- _Task requirements_
Your answer must be every record below, written out exactly as it appears.

- _Dataset_
- Opening Delimiter -
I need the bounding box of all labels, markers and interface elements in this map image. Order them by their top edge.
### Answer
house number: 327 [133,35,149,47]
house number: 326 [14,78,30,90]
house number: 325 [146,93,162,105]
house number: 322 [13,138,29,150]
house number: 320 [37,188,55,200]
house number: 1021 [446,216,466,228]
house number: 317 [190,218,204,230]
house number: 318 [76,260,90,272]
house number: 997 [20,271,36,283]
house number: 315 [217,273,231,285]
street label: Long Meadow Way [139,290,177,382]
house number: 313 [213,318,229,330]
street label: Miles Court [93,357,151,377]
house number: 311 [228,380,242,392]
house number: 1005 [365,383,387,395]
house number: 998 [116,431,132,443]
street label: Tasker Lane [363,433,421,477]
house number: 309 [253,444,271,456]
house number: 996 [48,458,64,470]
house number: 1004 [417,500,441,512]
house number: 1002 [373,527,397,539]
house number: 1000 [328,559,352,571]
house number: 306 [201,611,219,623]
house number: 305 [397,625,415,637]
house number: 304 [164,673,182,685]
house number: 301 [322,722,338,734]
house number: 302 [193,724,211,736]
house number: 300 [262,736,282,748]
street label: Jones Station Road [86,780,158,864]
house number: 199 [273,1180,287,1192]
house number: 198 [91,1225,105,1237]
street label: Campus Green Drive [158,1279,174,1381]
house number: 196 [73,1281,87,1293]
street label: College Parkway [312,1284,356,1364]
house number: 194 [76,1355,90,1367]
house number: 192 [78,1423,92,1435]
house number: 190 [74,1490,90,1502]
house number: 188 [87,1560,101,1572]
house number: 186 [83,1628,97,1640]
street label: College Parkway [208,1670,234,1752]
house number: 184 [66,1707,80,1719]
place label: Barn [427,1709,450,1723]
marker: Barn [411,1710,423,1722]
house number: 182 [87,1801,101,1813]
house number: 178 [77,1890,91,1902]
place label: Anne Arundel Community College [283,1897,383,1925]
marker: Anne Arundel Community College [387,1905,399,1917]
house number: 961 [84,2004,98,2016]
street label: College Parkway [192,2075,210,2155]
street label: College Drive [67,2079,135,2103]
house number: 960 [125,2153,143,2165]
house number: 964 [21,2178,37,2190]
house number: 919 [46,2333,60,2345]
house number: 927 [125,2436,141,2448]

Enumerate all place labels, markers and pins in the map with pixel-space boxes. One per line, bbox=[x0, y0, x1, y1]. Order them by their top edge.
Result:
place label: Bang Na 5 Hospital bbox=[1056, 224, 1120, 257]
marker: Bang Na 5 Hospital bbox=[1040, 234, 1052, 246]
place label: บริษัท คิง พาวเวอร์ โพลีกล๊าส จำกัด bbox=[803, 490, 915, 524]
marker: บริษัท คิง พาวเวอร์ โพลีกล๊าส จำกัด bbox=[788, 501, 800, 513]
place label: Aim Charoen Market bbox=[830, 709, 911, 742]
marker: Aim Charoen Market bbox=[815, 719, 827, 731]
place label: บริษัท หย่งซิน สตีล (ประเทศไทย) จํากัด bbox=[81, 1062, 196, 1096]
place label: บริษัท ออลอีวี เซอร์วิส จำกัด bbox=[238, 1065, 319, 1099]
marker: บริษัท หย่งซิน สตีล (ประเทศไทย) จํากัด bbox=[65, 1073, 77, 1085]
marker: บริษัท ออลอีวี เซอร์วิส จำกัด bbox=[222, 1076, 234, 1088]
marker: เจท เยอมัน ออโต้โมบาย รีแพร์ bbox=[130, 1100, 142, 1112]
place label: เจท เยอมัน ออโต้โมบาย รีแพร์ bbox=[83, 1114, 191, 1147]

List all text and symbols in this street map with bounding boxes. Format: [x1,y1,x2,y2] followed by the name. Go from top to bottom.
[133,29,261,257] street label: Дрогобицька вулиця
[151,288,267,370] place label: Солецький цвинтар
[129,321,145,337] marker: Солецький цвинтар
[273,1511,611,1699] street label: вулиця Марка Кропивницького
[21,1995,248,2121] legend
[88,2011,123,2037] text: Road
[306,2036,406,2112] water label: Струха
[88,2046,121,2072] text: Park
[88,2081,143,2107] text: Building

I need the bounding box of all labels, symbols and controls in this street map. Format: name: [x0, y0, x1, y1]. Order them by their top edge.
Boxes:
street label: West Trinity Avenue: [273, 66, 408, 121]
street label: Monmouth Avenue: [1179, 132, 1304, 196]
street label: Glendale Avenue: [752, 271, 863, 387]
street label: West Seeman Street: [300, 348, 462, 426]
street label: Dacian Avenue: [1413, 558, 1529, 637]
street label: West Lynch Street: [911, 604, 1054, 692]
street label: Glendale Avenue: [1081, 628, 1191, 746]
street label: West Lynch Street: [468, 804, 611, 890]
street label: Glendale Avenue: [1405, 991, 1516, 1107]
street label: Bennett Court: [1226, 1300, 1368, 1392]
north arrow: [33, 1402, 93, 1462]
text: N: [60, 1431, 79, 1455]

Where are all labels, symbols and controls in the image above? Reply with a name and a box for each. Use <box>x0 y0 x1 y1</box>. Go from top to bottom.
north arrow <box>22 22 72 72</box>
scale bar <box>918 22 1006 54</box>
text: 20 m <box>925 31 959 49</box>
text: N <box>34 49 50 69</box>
- Closing Delimiter -
- _Task response_
I need the bounding box of all labels, markers and interface elements in this map image. Order them by their top edge.
### Answer
house number: 327 [133,35,149,47]
house number: 326 [14,78,30,90]
house number: 325 [146,93,162,105]
house number: 322 [13,138,29,150]
house number: 320 [37,188,55,200]
house number: 1021 [446,216,466,228]
house number: 317 [190,218,204,230]
house number: 318 [76,260,90,272]
house number: 997 [20,271,36,283]
house number: 315 [217,273,231,285]
street label: Long Meadow Way [139,290,177,382]
house number: 313 [213,318,229,330]
street label: Miles Court [93,357,151,377]
house number: 311 [228,380,242,392]
house number: 1005 [365,383,387,395]
house number: 998 [116,431,132,443]
street label: Tasker Lane [363,433,421,477]
house number: 309 [253,444,271,456]
house number: 996 [48,458,64,470]
house number: 1004 [417,500,441,512]
house number: 1002 [373,527,397,539]
house number: 1000 [328,559,352,571]
house number: 306 [201,611,219,623]
house number: 305 [397,625,415,637]
house number: 304 [164,673,182,685]
house number: 301 [322,722,338,734]
house number: 302 [193,724,211,736]
house number: 300 [262,736,282,748]
street label: Jones Station Road [86,780,158,864]
house number: 199 [273,1180,287,1192]
house number: 198 [91,1225,105,1237]
street label: Campus Green Drive [158,1279,174,1381]
house number: 196 [73,1281,87,1293]
street label: College Parkway [312,1284,356,1364]
house number: 194 [76,1355,90,1367]
house number: 192 [78,1423,92,1435]
house number: 190 [74,1490,90,1502]
house number: 188 [87,1560,101,1572]
house number: 186 [83,1628,97,1640]
street label: College Parkway [208,1670,234,1752]
house number: 184 [66,1707,80,1719]
place label: Barn [427,1709,450,1723]
marker: Barn [411,1710,423,1722]
house number: 182 [87,1801,101,1813]
house number: 178 [77,1890,91,1902]
place label: Anne Arundel Community College [283,1897,383,1925]
marker: Anne Arundel Community College [387,1905,399,1917]
house number: 961 [84,2004,98,2016]
street label: College Parkway [192,2075,210,2155]
street label: College Drive [67,2079,135,2103]
house number: 960 [125,2153,143,2165]
house number: 964 [21,2178,37,2190]
house number: 919 [46,2333,60,2345]
house number: 927 [125,2436,141,2448]

Enumerate all place labels, markers and pins in the map with pixel-space boxes. One per line, bbox=[x0, y0, x1, y1]. Order them by their top edge.
Result:
place label: Bang Na 5 Hospital bbox=[1056, 224, 1120, 257]
marker: Bang Na 5 Hospital bbox=[1040, 234, 1052, 246]
place label: บริษัท คิง พาวเวอร์ โพลีกล๊าส จำกัด bbox=[803, 490, 915, 524]
marker: บริษัท คิง พาวเวอร์ โพลีกล๊าส จำกัด bbox=[788, 501, 800, 513]
place label: Aim Charoen Market bbox=[830, 709, 911, 742]
marker: Aim Charoen Market bbox=[815, 719, 827, 731]
place label: บริษัท หย่งซิน สตีล (ประเทศไทย) จํากัด bbox=[81, 1062, 196, 1096]
place label: บริษัท ออลอีวี เซอร์วิส จำกัด bbox=[238, 1065, 319, 1099]
marker: บริษัท หย่งซิน สตีล (ประเทศไทย) จํากัด bbox=[65, 1073, 77, 1085]
marker: บริษัท ออลอีวี เซอร์วิส จำกัด bbox=[222, 1076, 234, 1088]
marker: เจท เยอมัน ออโต้โมบาย รีแพร์ bbox=[130, 1100, 142, 1112]
place label: เจท เยอมัน ออโต้โมบาย รีแพร์ bbox=[83, 1114, 191, 1147]

List all text and symbols in this street map with bounding boxes. Format: [x1,y1,x2,y2] followed by the name. Go from top to bottom.
[133,29,261,257] street label: Дрогобицька вулиця
[151,288,267,370] place label: Солецький цвинтар
[129,321,145,337] marker: Солецький цвинтар
[273,1511,611,1699] street label: вулиця Марка Кропивницького
[21,1995,248,2121] legend
[88,2011,123,2037] text: Road
[306,2036,406,2112] water label: Струха
[88,2046,121,2072] text: Park
[88,2081,143,2107] text: Building

I need the bounding box of all labels, symbols and controls in this street map. Format: name: [x0, y0, x1, y1]. Order them by their top edge.
Boxes:
street label: West Trinity Avenue: [273, 66, 408, 121]
street label: Monmouth Avenue: [1179, 132, 1304, 196]
street label: Glendale Avenue: [752, 271, 863, 387]
street label: West Seeman Street: [300, 348, 462, 426]
street label: Dacian Avenue: [1413, 558, 1529, 637]
street label: West Lynch Street: [911, 604, 1054, 692]
street label: Glendale Avenue: [1081, 628, 1191, 746]
street label: West Lynch Street: [468, 804, 611, 890]
street label: Glendale Avenue: [1405, 991, 1516, 1107]
street label: Bennett Court: [1226, 1300, 1368, 1392]
north arrow: [33, 1402, 93, 1462]
text: N: [60, 1431, 79, 1455]

Where are all labels, symbols and controls in the image above? Reply with a name and a box for each. Use <box>x0 y0 x1 y1</box>. Go from top to bottom.
north arrow <box>22 22 72 72</box>
scale bar <box>918 22 1006 54</box>
text: 20 m <box>925 31 959 49</box>
text: N <box>34 49 50 69</box>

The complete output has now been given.